Prof. Dr. Nadine Antonakopoulos
Tz. 44
Mit der Veröffentlichung von IFRS 15 und Topic 606 war das von IASB und FASB gemeinsam durchgeführte Projekt zur Erarbeitung von Erlöserfassungsregeln vorläufig abgeschlossen. Das Projekt begann bereits 2002, seit diesem Zeitpunkt wurden diverse Papiere veröffentlicht und der endgültige Standard mehrfach angekündigt. Während die Vorschriften zur Erlöserfassung nach IFRS Lücken aufwiesen – insbesondere bezogen auf die Bilanzierung von Mehrkomponentenverträgen –, bestanden nach US-GAAP zahlreiche brachen- und transaktionsabhängige Spezialvorschriften zur Erlöserfassung, die teilweise zu einer unterschiedlichen Bilanzierung von wirtschaftlich vergleichbaren Geschäftsvorfällen führten (IFRS 15.IN4). Ziele des gemeinsam erarbeiteten Standards waren daher insbesondere:
- die Beseitigung von Widersprüchen und Schwächen bei der Erlöserfassung,
- die Verbesserung der Vergleichbarkeit bei der Erlöserfassung bezogen auf Branchen und Rechnungslegungssysteme,
- die Verbesserung der Anhangangaben sowie
- die Vereinfachung der Abschlusserstellung durch Reduzierung der einschlägigen Vorschriften (IFRS 15.IN6).

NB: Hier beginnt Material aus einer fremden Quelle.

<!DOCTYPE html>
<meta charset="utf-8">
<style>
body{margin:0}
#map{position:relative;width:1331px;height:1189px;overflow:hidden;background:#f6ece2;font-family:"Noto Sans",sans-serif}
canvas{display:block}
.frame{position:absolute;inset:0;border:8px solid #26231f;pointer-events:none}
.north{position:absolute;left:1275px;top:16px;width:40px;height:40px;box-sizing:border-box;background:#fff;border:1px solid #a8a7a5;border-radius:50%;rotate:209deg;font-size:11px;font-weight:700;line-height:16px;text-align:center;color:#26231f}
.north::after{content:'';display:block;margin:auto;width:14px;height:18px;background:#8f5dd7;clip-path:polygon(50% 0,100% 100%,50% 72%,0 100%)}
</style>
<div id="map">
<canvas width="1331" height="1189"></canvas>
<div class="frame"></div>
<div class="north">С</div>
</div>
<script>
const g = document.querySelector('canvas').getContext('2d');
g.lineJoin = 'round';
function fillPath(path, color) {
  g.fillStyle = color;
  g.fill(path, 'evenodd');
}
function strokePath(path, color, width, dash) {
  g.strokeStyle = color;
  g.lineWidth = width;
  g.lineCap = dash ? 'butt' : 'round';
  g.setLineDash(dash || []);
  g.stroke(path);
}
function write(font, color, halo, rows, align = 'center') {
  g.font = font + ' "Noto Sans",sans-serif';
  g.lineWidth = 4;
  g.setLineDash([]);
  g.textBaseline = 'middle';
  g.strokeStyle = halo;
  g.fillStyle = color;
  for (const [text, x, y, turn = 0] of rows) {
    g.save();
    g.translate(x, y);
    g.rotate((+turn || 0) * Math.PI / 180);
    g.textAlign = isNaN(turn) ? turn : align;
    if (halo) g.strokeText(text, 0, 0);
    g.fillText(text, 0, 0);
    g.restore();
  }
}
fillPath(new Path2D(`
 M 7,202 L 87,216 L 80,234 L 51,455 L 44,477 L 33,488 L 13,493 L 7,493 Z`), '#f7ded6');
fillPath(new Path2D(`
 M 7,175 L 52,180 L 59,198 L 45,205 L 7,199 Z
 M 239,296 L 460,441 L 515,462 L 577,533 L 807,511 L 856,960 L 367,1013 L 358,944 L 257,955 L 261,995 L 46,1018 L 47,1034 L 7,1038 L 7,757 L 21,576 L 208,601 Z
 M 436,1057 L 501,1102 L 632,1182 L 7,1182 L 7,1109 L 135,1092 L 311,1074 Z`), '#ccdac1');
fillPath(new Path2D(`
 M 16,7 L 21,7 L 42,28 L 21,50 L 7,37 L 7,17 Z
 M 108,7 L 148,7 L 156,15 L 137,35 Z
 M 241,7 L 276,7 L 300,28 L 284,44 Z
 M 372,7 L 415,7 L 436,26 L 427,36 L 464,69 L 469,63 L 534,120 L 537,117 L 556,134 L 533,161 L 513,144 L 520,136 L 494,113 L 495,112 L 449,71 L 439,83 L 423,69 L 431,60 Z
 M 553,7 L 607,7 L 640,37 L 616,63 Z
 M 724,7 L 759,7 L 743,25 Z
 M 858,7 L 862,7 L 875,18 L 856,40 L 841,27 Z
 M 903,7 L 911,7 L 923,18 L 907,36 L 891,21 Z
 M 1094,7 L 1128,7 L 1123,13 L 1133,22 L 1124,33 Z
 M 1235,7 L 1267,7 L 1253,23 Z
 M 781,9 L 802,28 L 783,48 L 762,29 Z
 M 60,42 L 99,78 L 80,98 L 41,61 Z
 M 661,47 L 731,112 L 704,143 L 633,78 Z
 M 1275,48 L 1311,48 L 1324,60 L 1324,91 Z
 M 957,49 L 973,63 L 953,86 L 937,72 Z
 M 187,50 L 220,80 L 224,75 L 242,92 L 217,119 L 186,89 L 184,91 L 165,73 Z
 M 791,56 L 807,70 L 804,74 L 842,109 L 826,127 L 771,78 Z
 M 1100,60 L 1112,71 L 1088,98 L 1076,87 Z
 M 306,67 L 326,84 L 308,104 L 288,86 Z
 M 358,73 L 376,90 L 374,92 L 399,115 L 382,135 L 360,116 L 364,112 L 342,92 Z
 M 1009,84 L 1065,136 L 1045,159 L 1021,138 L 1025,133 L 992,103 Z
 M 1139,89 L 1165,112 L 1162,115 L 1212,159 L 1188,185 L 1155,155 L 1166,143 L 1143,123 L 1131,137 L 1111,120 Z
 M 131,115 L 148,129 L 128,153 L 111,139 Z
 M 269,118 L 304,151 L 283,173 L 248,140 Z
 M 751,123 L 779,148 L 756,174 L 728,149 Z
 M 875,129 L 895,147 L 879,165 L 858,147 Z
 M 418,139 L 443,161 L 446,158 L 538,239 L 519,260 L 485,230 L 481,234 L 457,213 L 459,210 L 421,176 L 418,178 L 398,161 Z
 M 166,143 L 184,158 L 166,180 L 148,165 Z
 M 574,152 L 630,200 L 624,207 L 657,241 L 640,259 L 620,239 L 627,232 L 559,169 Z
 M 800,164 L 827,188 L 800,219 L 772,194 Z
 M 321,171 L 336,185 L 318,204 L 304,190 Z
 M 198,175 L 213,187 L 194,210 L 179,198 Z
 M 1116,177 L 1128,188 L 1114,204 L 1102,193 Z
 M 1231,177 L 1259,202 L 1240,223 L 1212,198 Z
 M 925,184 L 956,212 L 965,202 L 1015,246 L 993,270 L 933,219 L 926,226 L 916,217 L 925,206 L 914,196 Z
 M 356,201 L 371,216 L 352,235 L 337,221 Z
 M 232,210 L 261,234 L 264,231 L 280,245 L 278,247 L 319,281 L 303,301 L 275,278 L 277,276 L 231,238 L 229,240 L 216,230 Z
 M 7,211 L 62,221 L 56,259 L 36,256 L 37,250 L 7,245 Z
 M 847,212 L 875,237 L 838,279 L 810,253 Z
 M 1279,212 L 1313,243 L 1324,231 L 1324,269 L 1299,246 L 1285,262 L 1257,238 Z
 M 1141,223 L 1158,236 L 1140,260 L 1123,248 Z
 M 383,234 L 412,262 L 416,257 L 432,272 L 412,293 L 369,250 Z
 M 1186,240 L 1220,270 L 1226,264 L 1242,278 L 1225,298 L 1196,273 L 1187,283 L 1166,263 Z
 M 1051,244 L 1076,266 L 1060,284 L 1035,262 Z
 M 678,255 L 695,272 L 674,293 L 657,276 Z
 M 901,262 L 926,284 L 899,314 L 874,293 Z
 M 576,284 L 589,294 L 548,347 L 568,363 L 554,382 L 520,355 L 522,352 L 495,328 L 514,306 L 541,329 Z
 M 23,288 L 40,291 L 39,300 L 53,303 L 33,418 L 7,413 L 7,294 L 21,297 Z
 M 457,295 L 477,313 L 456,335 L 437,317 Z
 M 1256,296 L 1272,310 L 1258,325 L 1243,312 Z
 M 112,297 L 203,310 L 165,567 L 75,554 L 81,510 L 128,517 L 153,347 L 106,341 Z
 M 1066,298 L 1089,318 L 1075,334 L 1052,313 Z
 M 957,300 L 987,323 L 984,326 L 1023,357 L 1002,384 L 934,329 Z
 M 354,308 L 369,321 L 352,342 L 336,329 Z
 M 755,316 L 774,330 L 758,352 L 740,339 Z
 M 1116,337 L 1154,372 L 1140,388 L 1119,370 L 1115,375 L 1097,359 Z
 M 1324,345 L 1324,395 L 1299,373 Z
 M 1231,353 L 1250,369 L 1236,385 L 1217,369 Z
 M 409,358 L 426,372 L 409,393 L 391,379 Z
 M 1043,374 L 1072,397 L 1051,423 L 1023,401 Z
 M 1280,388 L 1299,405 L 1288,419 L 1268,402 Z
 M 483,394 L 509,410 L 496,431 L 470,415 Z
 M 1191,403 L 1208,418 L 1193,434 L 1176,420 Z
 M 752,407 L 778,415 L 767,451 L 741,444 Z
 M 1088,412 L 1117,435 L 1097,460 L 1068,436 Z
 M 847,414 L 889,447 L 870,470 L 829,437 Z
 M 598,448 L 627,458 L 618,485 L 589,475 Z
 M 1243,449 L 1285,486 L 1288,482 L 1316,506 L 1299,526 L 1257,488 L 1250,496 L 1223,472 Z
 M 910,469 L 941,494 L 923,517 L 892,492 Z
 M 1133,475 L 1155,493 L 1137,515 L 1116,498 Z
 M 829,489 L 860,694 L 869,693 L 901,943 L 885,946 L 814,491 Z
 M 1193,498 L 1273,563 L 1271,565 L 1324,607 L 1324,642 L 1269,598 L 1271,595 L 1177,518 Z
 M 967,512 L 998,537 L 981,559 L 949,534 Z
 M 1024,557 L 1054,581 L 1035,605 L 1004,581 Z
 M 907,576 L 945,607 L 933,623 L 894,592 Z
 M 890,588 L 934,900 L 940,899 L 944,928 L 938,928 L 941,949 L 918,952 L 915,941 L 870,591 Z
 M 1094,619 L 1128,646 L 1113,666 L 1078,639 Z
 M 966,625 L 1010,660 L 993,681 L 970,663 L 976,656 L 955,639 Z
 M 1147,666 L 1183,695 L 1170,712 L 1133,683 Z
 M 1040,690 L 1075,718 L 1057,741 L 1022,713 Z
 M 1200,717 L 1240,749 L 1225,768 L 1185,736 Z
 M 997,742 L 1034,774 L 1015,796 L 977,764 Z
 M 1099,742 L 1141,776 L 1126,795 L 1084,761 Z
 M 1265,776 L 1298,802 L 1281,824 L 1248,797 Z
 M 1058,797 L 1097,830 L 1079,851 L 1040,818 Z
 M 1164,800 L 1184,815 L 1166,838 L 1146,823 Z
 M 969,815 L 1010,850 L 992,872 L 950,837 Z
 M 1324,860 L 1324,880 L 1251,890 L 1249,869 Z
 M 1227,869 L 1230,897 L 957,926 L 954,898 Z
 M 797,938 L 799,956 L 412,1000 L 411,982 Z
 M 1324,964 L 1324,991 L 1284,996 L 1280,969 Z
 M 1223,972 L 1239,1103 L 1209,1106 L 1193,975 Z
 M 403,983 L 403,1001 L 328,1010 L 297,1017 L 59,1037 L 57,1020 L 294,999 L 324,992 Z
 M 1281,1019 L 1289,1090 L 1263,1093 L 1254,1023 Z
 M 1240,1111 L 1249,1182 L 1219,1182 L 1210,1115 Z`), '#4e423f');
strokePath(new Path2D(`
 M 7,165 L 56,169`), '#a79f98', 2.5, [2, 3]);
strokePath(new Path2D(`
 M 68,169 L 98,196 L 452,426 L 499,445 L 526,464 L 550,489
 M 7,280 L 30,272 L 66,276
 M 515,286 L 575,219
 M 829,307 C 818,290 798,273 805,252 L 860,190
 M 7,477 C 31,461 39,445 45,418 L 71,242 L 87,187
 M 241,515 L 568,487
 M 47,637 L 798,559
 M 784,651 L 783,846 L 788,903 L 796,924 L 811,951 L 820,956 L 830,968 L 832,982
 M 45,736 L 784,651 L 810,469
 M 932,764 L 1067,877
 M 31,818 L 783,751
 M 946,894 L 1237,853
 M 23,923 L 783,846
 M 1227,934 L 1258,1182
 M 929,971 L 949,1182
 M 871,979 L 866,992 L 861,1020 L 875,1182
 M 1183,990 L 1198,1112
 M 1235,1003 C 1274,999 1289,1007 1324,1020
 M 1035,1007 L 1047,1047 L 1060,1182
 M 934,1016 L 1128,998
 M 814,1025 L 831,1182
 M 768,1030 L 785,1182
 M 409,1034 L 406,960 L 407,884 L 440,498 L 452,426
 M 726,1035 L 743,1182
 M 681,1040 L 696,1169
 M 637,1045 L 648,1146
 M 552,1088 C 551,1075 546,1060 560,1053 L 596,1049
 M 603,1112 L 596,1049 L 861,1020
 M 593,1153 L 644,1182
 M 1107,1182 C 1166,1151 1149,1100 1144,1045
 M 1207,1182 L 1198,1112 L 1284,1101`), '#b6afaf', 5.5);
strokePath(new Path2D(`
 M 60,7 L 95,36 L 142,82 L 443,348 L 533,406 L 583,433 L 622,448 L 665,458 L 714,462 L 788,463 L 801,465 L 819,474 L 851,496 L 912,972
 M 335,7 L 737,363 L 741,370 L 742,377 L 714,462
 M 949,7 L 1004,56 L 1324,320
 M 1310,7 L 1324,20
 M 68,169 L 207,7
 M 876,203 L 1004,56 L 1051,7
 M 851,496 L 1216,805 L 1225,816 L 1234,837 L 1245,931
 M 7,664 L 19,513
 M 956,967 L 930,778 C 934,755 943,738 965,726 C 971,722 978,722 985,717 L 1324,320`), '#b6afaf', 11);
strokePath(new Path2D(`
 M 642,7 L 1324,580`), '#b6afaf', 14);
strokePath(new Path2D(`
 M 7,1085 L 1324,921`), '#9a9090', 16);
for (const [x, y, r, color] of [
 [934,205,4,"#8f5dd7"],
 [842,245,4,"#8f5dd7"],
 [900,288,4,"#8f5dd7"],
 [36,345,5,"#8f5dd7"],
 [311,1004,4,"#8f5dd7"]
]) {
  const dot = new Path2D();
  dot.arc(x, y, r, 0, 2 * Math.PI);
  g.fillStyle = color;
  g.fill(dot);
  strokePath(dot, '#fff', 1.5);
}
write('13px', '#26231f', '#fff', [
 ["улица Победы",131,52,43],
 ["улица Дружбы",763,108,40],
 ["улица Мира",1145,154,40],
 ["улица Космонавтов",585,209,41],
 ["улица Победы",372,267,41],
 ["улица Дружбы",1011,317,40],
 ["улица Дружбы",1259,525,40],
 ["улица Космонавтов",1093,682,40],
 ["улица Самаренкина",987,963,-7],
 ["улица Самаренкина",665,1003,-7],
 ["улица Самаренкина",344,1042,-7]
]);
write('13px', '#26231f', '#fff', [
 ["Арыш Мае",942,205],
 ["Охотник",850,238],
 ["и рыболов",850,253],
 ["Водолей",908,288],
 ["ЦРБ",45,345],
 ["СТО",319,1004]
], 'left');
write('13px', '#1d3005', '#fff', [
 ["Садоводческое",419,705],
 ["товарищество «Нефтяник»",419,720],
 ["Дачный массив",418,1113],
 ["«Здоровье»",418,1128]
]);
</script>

Ursprünglich war die verpflichtende Erstanwendung von IFRS 15 für den 01.01.2017 vorgesehen, wurde aber im September 2015 durch einen Änderungsstandard auf den 01.01.2018 verschoben, wobei die vorzeitige Anwendung weiterhin zulässig ist (IFRS 15.C1). Hintergründe für die verschobene Erstanwendung sind zum einen die Verschiebung der verpflichtenden Erstanwendung von Topic 606. Zum anderen wurde IFRS 15 insgesamt später veröffentlicht als bei Festlegung des Erstanwendungszeitpunkts geplant, wodurch der Zeitraum für die Umsetzung verkürzt wurde. Schließlich liegt die Verschiebung an Erweiterungen des IFRS 15 um klarstellende Ausführungen zu einzelnen Aspekten des IFRS 15, die im April 2016 in einem Änderungsstandard zu IFRS 15 veröffentlicht wurden (IFRS 15.BC453A ff.). Hierbei handelt es sich um Klarstellungen bezüglich der Identifizierung abgrenzbarer Leistungsverpflichtungen (vgl. Tz. 100 ff.), der Einordnung als Prinzipal oder Agent (vgl. Tz. 83), der Umsatzerfassung aus Lizenzübertragungen (vgl. Tz. 111 ff.) sowie um Erleichterungen bei dem Übergang auf IFRS 15 (vgl. Tz. 41 ff.). Die klarstellenden Erweiterungen sind Ausfluss der gemeinsam mit dem FASB ins Leben gerufenen Transition Resource Group (TRG) zur Einführung der neuen Umsatzstandards. Allerdings hat das FASB aus der Arbeit der TRG umfassendere Änderungserfordernisse identifiziert als das IASB, die bis zur Veröffentlichung des Änderungsstandards von IFRS 15 im April 2016 noch nicht abgeschlossen waren. Dies wird jedoch zu Abweichung bei den endgültigen Standards führen (IFRS 14.BC27A ff.). Die vom IASB veröffentlichen Änderungen haben dabei vornehmlich klarstellenden Charakter, inhaltlich führen sie zu keinen wesentlichen Änderungen gegenüber der ursprünglichen Fassung von IFRS 15. Die Änderungen sind retrospektiv im Einklang mit IAS 8 anzuwenden, dabei sind die Änderungen so anzuwenden, als ob sie bei erstmaliger Anwendung von IFRS 15 schon Teil dieses gewesen wären (IFRS 15.C8A). Der verpflichtende Erstanwendungszeitpunkt besteht konsequenterweise ebenfalls für Geschäftsjahre, die ab dem 01.01.2008 beginnen, eine vorzeitige Anwendung ist zulässig (IFRS 15.C1B).